3 In 'giftedness', count the "f"


See if I can find a failed one even on my slow mac. Would think at least 3-4 out of 100 so not that hard. Add print failed option to `my_chat_eval.py`

In [31]:
import os
os.environ["PYTHONPATH"] = "../my_nanochat"

In [38]:
!python -m scripts.my_chat_eval \
    --source=mid \
    --batch-size=1 \
    --model-tag=d20 \
    --max-problems=200 \
    --task-name=SpellingBee \
    --print-failed

Autodetected device type: mps
loading the model from /Users/ericsilberstein/.cache/my_nanochat/mid_checkpoints/d20 with step 809
Building model with config: {'sequence_len': 2048, 'vocab_size': 65536, 'n_layer': 20, 'n_head': 10, 'n_kv_head': 10, 'n_embd': 1280}
Conversation: {'messages': [{'role': 'user', 'content': "initiatrixの中に't'がいくつ"}, {'role': 'assistant', 'content': [{'type': 'text', 'text': "We are asked to find the number 't' in the word 'initiatrix'. Let me try a manual approach first.\n\nFirst spell the word out:\ninitiatrix:i,n,i,t,i,a,t,r,i,x\n\nThen count the occurrences of 't':\n1:i\n2:n\n3:i\n4:t hit! count=1\n5:i\n6:a\n7:t hit! count=2\n8:r\n9:i\n10:x\n\nThis gives us 2."}, {'type': 'text', 'text': '\n\nLet me double check this using Python:\n\n'}, {'type': 'python', 'text': "'initiatrix'.count('t')"}, {'type': 'python_output', 'text': '2'}, {'type': 'text', 'text': '\n\nPython gives us 2.\n\nMy final answer is:\n\n#### 2'}]}]}

Model completion(s): ["We are asked to 

^ Interesting.

For t's in initiatrix, it spells "initiatrix" wrong when it's spelling it out: i,n,i,t,i,a,r,x but copies it correctly when it writes "First spell the word out:\ninitiatrix" and when it writes the python program: 'initiatrix'.count('t')

For t's in weights, the model goes somewhere totally different, writing: Weights are a plural noun that refers to the amount of something that is being weighed or measured.

For r's in heparinized, it loses the spelling even on its first copy: We are asked to find the number 'r' in the word 'healinized'

For n's in improvements, it spells it out as: i,n,f,o,r,p,r,i,e,m,e,n,t,s but copies it right including into the python progrma.

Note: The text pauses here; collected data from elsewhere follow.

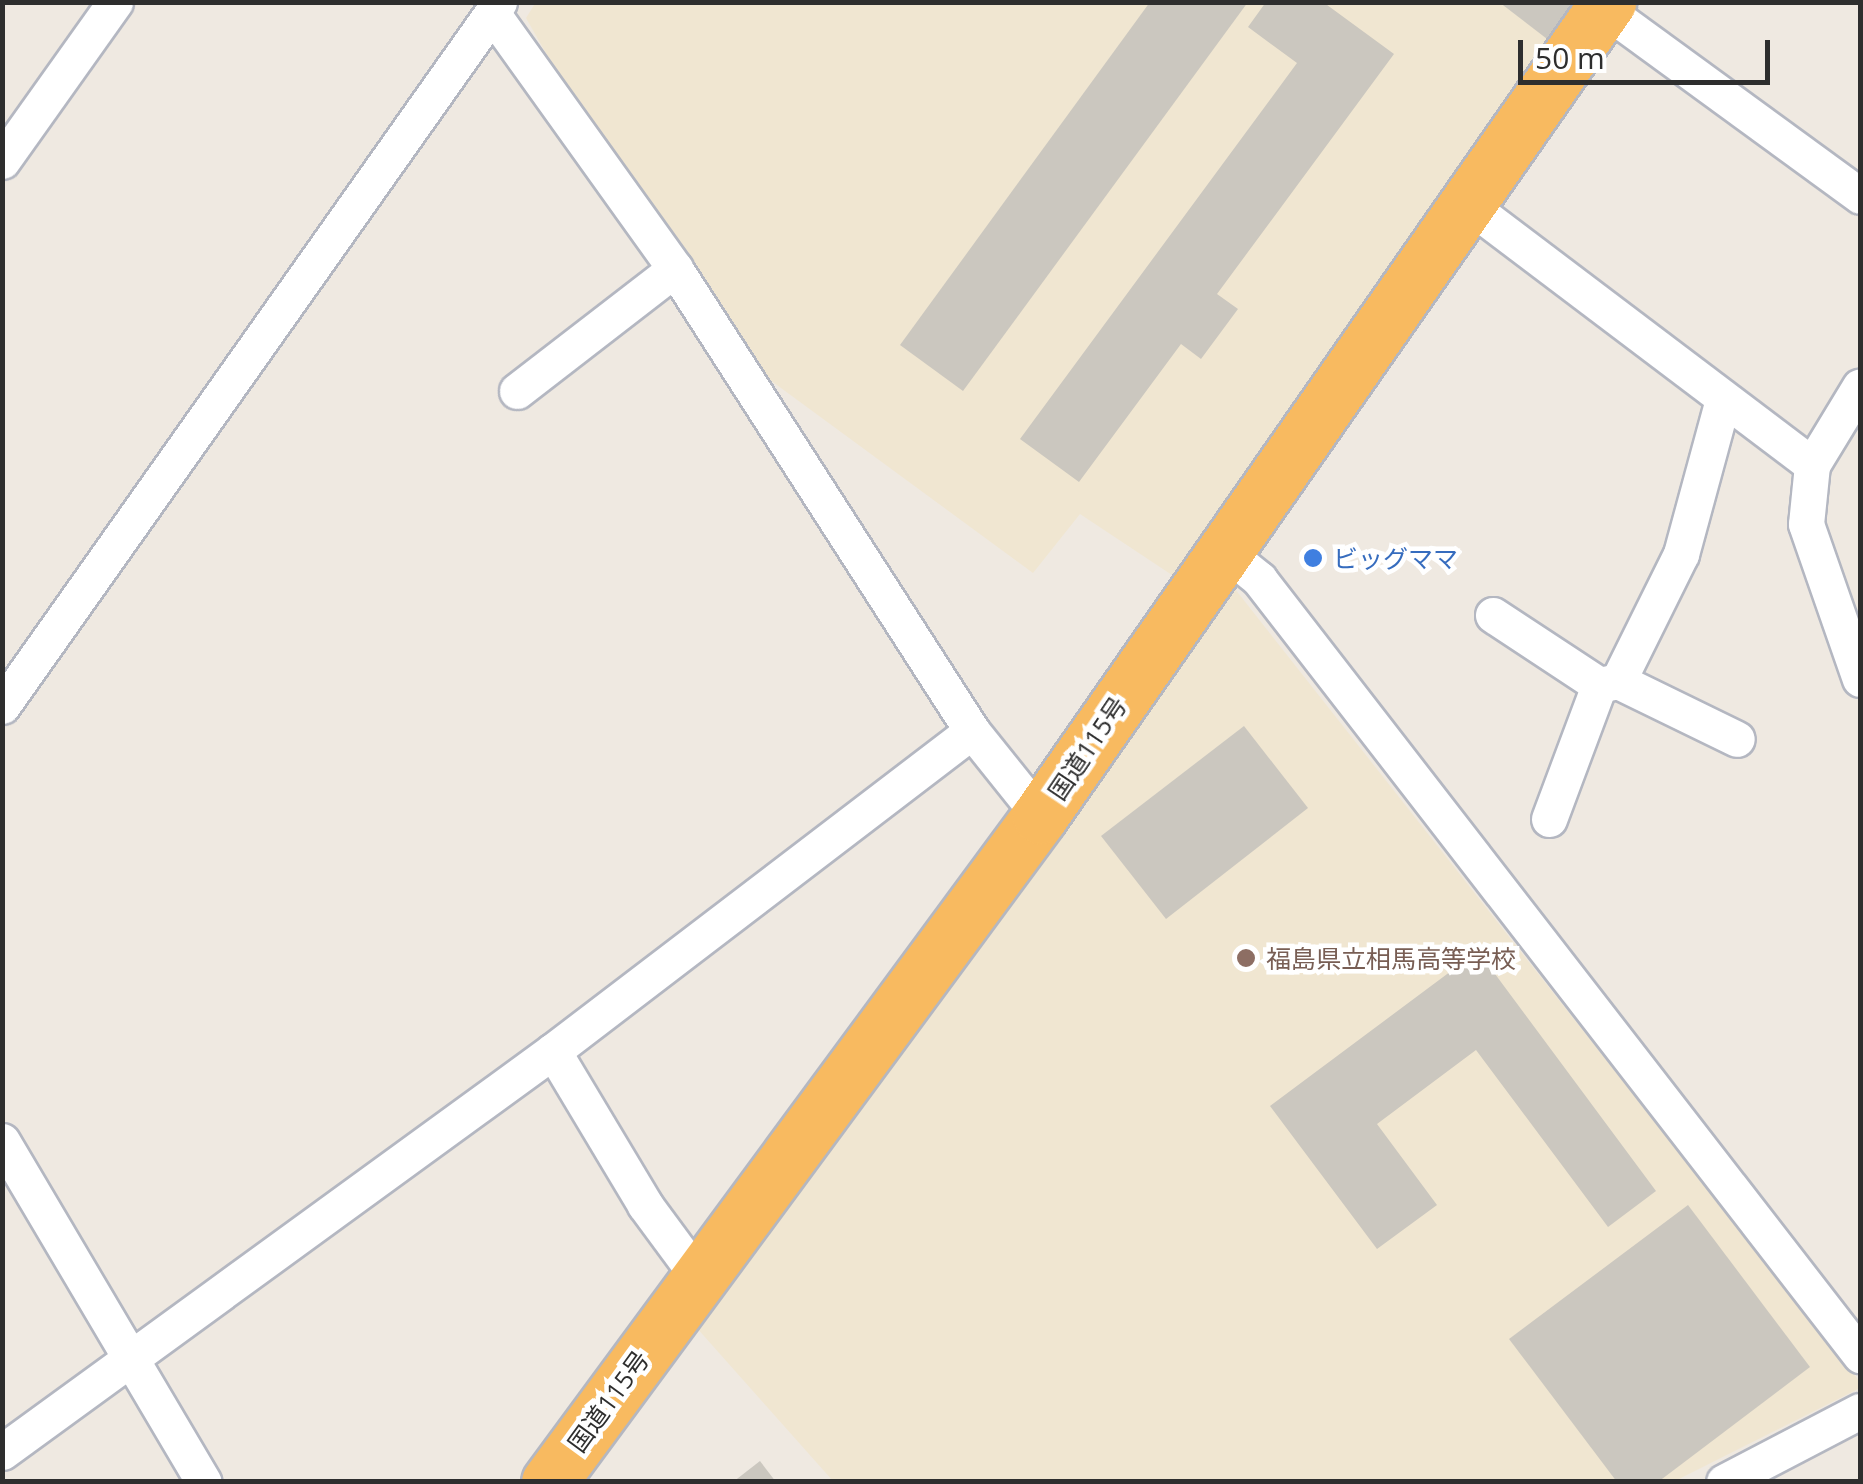 <!DOCTYPE html>
<html>
<head>
<meta charset="utf-8">
<style>
	body { margin:0 }
	#map { position:relative; width:1863px; height:1484px; overflow:hidden; background:#efe9e1; font-family:"Open Sans","Noto Sans JP",sans-serif }
	div>[style] { position:absolute }
	.education>* { inset:0; background:#f0e6d1 }
	.building>* { inset:0; background:#cbc7bf }
	.roads { filter:drop-shadow(2px 0 #b4b7c1) drop-shadow(-2px 0 #b4b7c1) drop-shadow(0 2px #b4b7c1) drop-shadow(0 -2px #b4b7c1) }
	.minor>* { height:35px; margin:-17.5px; padding:0 17.5px; transform-origin:17.5px; border-radius:17.5px; background:#fff }
	.trunk>* { height:55px; margin:-27.5px; padding:0 27.5px; transform-origin:27.5px; border-radius:27.5px; background:#f8ba60 }
	.dots>* { width:28px; height:28px; translate:-50% -50%; box-sizing:border-box; border:5px solid #fff; border-radius:50% }
	span { translate:-50% -50%; white-space:nowrap; text-align:center; line-height:1.15; -webkit-text-stroke:9px #fff; paint-order:stroke }
	.shop-label { font-size:25px; color:#366cbe }
	.left { translate:0 -50%; text-align:left }
	.street-label { font-size:25px; color:#2e2e2e }
	.education-label { font-size:25px; color:#785e54 }
	.frame { position:absolute; inset:0; border:5px solid #2e2e2e; pointer-events:none }
	.scale { position:absolute; left:1518px; top:40px; width:252px; height:45px; box-sizing:border-box; border:5px solid #2e2e2e; border-top:0; padding-left:12px; font-size:30px; line-height:35px; white-space:nowrap; color:#2e2e2e; -webkit-text-stroke:8px #fff; paint-order:stroke }
</style>
</head>
<body>
<div id="map">
	<div class="education">
		<div style="clip-path:polygon(536px 2px,1582px 3px,1178px 579px,1080px 514px,1033px 573px,766px 377px,576px 106px,526px 18px)"></div>
		<div style="clip-path:polygon(1235px 589px,1860px 1382px,1860px 1388px,1675px 1481px,833px 1481px,696px 1327px)"></div>
	</div>
	<div class="building">
		<div style="clip-path:polygon(1150px 2px,1248px 2px,963px 391px,900px 345px)"></div>
		<div style="clip-path:polygon(1266px 2px,1323px 2px,1394px 54px,1217px 294px,1238px 309px,1201px 359px,1181px 344px,1079px 482px,1020px 439px,1297px 63px,1248px 27px)"></div>
		<div style="clip-path:polygon(1499px 2px,1581px 2px,1551px 42px)"></div>
		<div style="clip-path:polygon(1244px 726px,1308px 808px,1166px 919px,1101px 836px)"></div>
		<div style="clip-path:polygon(1478px 951px,1656px 1191px,1608px 1227px,1476px 1050px,1377px 1124px,1437px 1205px,1377px 1249px,1270px 1106px)"></div>
		<div style="clip-path:polygon(1688px 1205px,1810px 1367px,1658px 1482px,1617px 1482px,1509px 1339px)"></div>
		<div style="clip-path:polygon(760px 1461px,776px 1482px,733px 1482px)"></div>
	</div>
	<div class="roads">
		<div class="minor">
			<div style="left:499px;top:2px;width:13px;rotate:122deg"></div>
			<div style="left:492px;top:13px;width:315px;rotate:54.4deg"></div>
			<div style="left:675px;top:269px;width:549px;rotate:57.26deg"></div>
			<div style="left:972px;top:731px;width:109px;rotate:51.3deg"></div>
			<div style="left:1604px;top:9px;width:317px;rotate:36.1deg"></div>
			<div style="left:2px;top:161px;width:195px;rotate:-54.6deg"></div>
			<div style="left:1466px;top:203px;width:434px;rotate:37.1deg"></div>
			<div style="left:1812px;top:465px;width:59px;rotate:95.8deg"></div>
			<div style="left:1806px;top:524px;width:164px;rotate:70.8deg"></div>
			<div style="left:517px;top:391px;width:200px;rotate:-37.7deg"></div>
			<div style="left:1812px;top:465px;width:92px;rotate:-58.7deg"></div>
			<div style="left:1222px;top:549px;width:48px;rotate:39deg"></div>
			<div style="left:1259px;top:579px;width:982px;rotate:52.24deg"></div>
			<div style="left:1493px;top:615px;width:127px;rotate:33.4deg"></div>
			<div style="left:1618px;top:681px;width:132px;rotate:26deg"></div>
			<div style="left:2px;top:706px;width:849px;rotate:-54.74deg"></div>
			<div style="left:1549px;top:819px;width:143px;rotate:-69.5deg"></div>
			<div style="left:1599px;top:685px;width:19px;rotate:-12deg"></div>
			<div style="left:1618px;top:681px;width:142px;rotate:-63.6deg"></div>
			<div style="left:1681px;top:554px;width:156px;rotate:-74.8deg"></div>
			<div style="left:553px;top:1051px;width:179px;rotate:59.1deg"></div>
			<div style="left:645px;top:1205px;width:89px;rotate:53.6deg"></div>
			<div style="left:2px;top:1141px;width:396px;rotate:59.4deg"></div>
			<div style="left:2px;top:1452px;width:681px;rotate:-36.05deg"></div>
			<div style="left:553px;top:1051px;width:527px;rotate:-37.37deg"></div>
			<div style="left:1724px;top:1482px;width:153px;rotate:-27.6deg"></div>
		</div>
		<div class="trunk">
			<div style="left:549px;top:1482px;width:827px;rotate:-53.6deg"></div>
			<div style="left:1040px;top:816px;width:993px;rotate:-55.09deg"></div>
		</div>
	</div>
	<div class="dots">
		<div style="left:1313px;top:558px;background:#3f7fe0"></div>
		<div style="left:1246px;top:958px;background:#8d6e63"></div>
	</div>
	<div class="shop-label">
		<span class="left" style="left:1333px;top:558px">ビッグママ</span>
	</div>
	<div class="street-label">
		<span style="left:1087px;top:748px;rotate:-56deg">国道115号</span>
		<span style="left:608px;top:1401px;rotate:-54deg">国道115号</span>
	</div>
	<div class="education-label">
		<span class="left" style="left:1266px;top:958px">福島県立相馬高等学校</span>
	</div>
	<div class="frame"></div>
	<div class="scale">50 m</div>
</div>
</body>
</html>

For m's in cimicifugin, it copies it right but spells it out wrong: c,i,m,i,c,i,f,u,m,i,n

Is it crazy that with "just" 80,000 examples showing this format and another 200,000 of simple spelling examples the model becomes so good at this? I guess compared to what I know larger models (and maybe even this one) are capable of this doesn't seem like a big deal. But if I didn't know that, this would seem crazy.